Computer Science
An In-Depth Walk Inside React
Build Your Own React (Reakt)

Build Your Own React (Reakt)

Review

We’ll use this React app, just three lines of code. The first one defines a React element. The next one gets a node from the DOM. The last one renders the React element into the container.

const element = <h1 title="foo">Hello</h1>;
const container = document.getElementById("root");
ReactDOM.render(element, container);

Let’s remove all the React specific code and replace it with vanilla JavaScript.

On the first line we have the element, defined with JSX. It isn’t even valid JavaScript, so in order to replace it with vanilla JS, first we need to replace it with valid JS.

JSX is transformed to JS by build tools like Babel. The transformation is usually simple: replace the code inside the tags with a call to createElement, passing the tag name, the props and the children as parameters.

React.createElement creates an object from its arguments. Besides some validations, that’s all it does. So we can safely replace the function call with its output.

<html>
  <head>
    <script
      crossorigin
      src="https://unpkg.com/react@18/umd/react.production.min.js"
    ></script>
    <script
      crossorigin
      src="https://unpkg.com/react-dom@18/umd/react-dom.production.min.js"
    ></script>
  </head>
  <body>
    <script>
      const setup = () => {
        // Create an h1 element using Reacts API
        // This is equivalent to creating an element using JSX, and then having
        // whichever build tool compile it to javascript syntax, as follows:
        const element = React.createElement("h1", { title: "foo" }, "Hello");
        const root = document.getElementById("root");

        // Update the DOM
        ReactDOM.render(element, root);
      };
      window.onload = setup;
    </script>
    <div id="root"></div>
  </body>
</html>

Render Output

And this is what an element is, an object with two properties: type and props (well, it has more, but we only care about these two).

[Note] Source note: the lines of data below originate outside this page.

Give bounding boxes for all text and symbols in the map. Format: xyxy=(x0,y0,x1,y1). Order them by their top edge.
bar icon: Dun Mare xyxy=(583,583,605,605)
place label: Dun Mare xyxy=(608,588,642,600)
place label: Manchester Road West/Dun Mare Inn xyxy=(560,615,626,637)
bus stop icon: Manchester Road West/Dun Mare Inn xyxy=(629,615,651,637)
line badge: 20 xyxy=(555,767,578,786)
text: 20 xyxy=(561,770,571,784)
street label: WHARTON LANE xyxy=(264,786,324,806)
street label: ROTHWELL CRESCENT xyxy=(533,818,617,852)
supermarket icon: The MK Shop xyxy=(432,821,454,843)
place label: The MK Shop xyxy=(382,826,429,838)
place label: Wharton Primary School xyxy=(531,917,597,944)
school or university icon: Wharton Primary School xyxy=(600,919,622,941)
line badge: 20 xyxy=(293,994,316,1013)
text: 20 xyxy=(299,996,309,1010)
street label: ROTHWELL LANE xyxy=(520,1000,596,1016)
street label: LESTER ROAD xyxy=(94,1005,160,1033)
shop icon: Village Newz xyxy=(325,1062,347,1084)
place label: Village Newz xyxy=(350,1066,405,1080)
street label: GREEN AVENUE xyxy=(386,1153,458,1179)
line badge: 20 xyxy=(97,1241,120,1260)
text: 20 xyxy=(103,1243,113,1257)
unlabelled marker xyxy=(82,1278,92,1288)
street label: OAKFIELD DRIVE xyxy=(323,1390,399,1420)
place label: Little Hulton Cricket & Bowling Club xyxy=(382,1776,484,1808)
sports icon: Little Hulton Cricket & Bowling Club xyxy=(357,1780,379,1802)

  • The type is a string that specifies the type of the DOM node we want to create, it’s the tagName you pass to document.createElement when you want to create an HTML element. It can also be a function.
  • props is another object, it has all the keys and values from the JSX attributes. It also has a special property: children.
  • children in this case is a string, namely Hello, but it’s usually an array with more elements. That’s why elements are also trees.

The other piece of React code we need to replace is the call to ReactDOM.render. render is where React changes the DOM, so let’s do the updates ourselves.

We can re-implement this same logic without using React.

<html>
  <head>
    <title>Reakt Review</title>
  </head>
  <body>
    <script>
      const setup = () => {
        // Create an h1 element using only the DOMs API
        const element = {
          type: "h1",
          props: {
            title: "foo",
            children: "Hello",
          },
        };
        const root = document.getElementById("root");

        // We follow the same pattern
        // 1. Create the h1 element
        const h1Node = document.createElement(element.type);

        // 2. Add the props to the node
        h1Node["title"] = element.props.title;

        // 3. Add the children to the node, in this case a simple text element
        const textNode = document.createTextNode("");
        textNode["nodeValue"] = element.props.children;

        // 4. Update the DOM by adding each element to the DOM
        h1Node.appendChild(textNode);
        root.appendChild(h1Node);
      };
      window.onload = setup;
    </script>
    <div id="root"></div>
  </body>
</html>

First we create a node* using the element type, in this case h1. Then we assign all the element props to that node. Here it’s just the title.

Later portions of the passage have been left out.